The morning after the end of the college baseball season is always depressing for me.
Like the rest of Mississippi and this area, I’m also a college baseball freak, but this year’s season end is different.
It’s different because the baseball world has to say goodbye to Southern Miss coach Scott Berry. Although it doesn’t need to be said, he is one of the good guys.
In my years on the job, Berry has been one of the most humble coaches I have ever encountered. If you met the guy in passing, you would never know that he led one of the most successful mid-major baseball programs in the country. His accolades include seven straight NCAA tournament appearances, two super regionals, and 10 conference titles, along with 528 wins to make him the winningest coach in USM’s program history.
I remember the first time I met Berry. I was in my second semester of college in the spring of 2017. My boss at the Student Printz called me at the last minute and gave me an address to be at for 1 p.m.
I told him I had class, and he quickly told me to skip it. The address was to Pete Taylor Park, and it was the baseball team’s media day, but I only found that out when I blindly followed my old boss to the press box. I knew Southern Miss had a good team, but in terms of names and faces, I was clueless.
After a few minutes of talking amongst reporters, a man wearing jeans, a blazer, and boots came walking in – my initial impression was that this has to be Mississippi baseball at its finest. To a certain extent, I was right. As Berry happily fielded what seemed like an endless 20-minute session of questions from reporters, my thought on him was that he seemed like an intimidating countryman, good ole boy. But as the 2017 season played out, I soon learned what he was really about.

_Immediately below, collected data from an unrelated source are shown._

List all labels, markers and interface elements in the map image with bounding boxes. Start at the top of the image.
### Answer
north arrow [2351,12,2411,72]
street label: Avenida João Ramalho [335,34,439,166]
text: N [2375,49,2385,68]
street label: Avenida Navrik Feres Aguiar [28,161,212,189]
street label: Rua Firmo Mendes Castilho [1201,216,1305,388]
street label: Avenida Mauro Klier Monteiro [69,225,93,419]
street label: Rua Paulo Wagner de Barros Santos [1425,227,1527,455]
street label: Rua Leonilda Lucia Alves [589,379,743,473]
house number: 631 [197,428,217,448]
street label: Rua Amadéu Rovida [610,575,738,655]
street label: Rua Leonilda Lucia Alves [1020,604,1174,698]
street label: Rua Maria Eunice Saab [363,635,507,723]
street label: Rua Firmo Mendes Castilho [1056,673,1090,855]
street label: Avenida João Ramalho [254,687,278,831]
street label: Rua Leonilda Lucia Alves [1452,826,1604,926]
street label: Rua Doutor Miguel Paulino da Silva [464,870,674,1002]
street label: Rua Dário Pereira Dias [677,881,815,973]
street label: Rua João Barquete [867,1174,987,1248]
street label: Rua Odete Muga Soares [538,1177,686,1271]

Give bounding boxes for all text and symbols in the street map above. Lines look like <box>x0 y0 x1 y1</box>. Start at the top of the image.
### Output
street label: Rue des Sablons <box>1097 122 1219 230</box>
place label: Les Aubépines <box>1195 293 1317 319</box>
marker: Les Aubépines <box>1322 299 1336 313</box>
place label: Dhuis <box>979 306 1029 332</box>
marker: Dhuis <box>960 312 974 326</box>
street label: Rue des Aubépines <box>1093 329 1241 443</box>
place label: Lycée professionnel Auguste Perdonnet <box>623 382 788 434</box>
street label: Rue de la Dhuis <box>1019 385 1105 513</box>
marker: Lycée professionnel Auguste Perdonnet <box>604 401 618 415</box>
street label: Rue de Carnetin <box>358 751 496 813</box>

About three years later, just after I left my first job in Iowa and returned to Hattiesburg in 2020 to work at my current gig, one of my first duties was coincidentally USM baseball’s media day. As a student reporter, you don’t know how seriously coaches really look at you, so I didn’t expect anything but just for it to be another day on the job. But as Berry walked in, one of his first orders of business was to shake my hand and say, “I see you made it back just in time. Glad to have you back.”
That season, as we all know, was cut short by COVID, but that’s a memory that will stick with me forever.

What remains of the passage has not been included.